Tuesday, February 12, 2013

The Family History Writing Challenge-Day 12-Family Reunion

Family reunion is a time for members of different branches of the same tree to come together from near and far to rekindle that spirit of connectedness. We had first learned of the George Family Reunions in March of 2005, when Cousin Hattie sent us a long-awaited, handwritten letter from her home in Yonkers, New York.
March 29, 2005
Dear Cedric and Debbie,
At long last I am able to write you a few lines. You have tried so hard to connect with your roots and family members. I'm very happy that you are doing this. I am enclosing a Family Reunion Booklet that covers to the fourth generation. Several of the children of the fifth generation are anxious to extend this to the fifth and sixth generation. In fact they have scheduled a Family Reunion for July 22, 23, and 24th of this year. I am enclosing all the information regarding this event....
....I hope that you and your family will travel to Havelock, N.C. very soon to see the place of your ancestors....
Sincerely
Cousin, Hattie C. Becton 
That year proved to be one of great happiness and many challenges.
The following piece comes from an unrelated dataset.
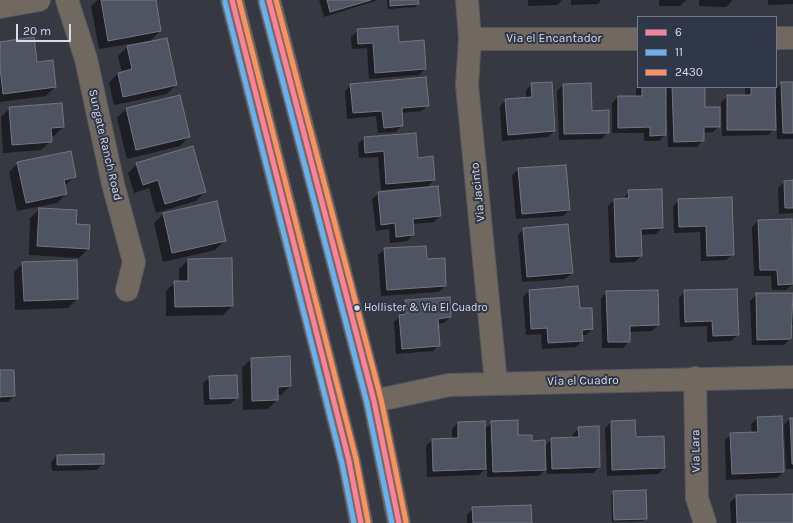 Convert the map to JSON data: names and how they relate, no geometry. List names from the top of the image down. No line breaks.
{"streets":{"street":["Via el Encantador","Sungate Ranch Road","Via Jacinto","Via el Cuadro","Via Lara"]},"crossings":[["Via el Encantador","Via Jacinto"],["Via Jacinto","Via el Cuadro"],["Via el Cuadro","Via Lara"]],"places":["Hollister & Via El Cuadro"],"lines":["transit line 6","transit line 2430","transit line 11"],"legend":["6","11","2430"],"scale_bar":"20 m"}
We were unable to attend the reunion because both our children would be graduating: our daughter from college, and our son from high school; one in the morning and the other in the afternoon on the same day. But one of my husband's brothers was able to attend with his wife.

On a picture post card canceled from Macon, Georgia on July 25, 2005, he told us that he was able to see "the old Carter land" and took some photos. Later on he mailed me a disk of grave stone photos from the Carter Family Cemetery and a copy of the family reunion booklet.

In September, Cousin Letitia wrote to me about the success of the reunion and how glad she was that my brother-in-law and his wife were able to attend. She enclosed a revised version of the family reunion journal as a "thank you gift for all your dedicated research and help with the family history information." She adds, "There is still much family history to be researched and discrepancies in the history that have to be solved. I look forward to working with you on this history real soon."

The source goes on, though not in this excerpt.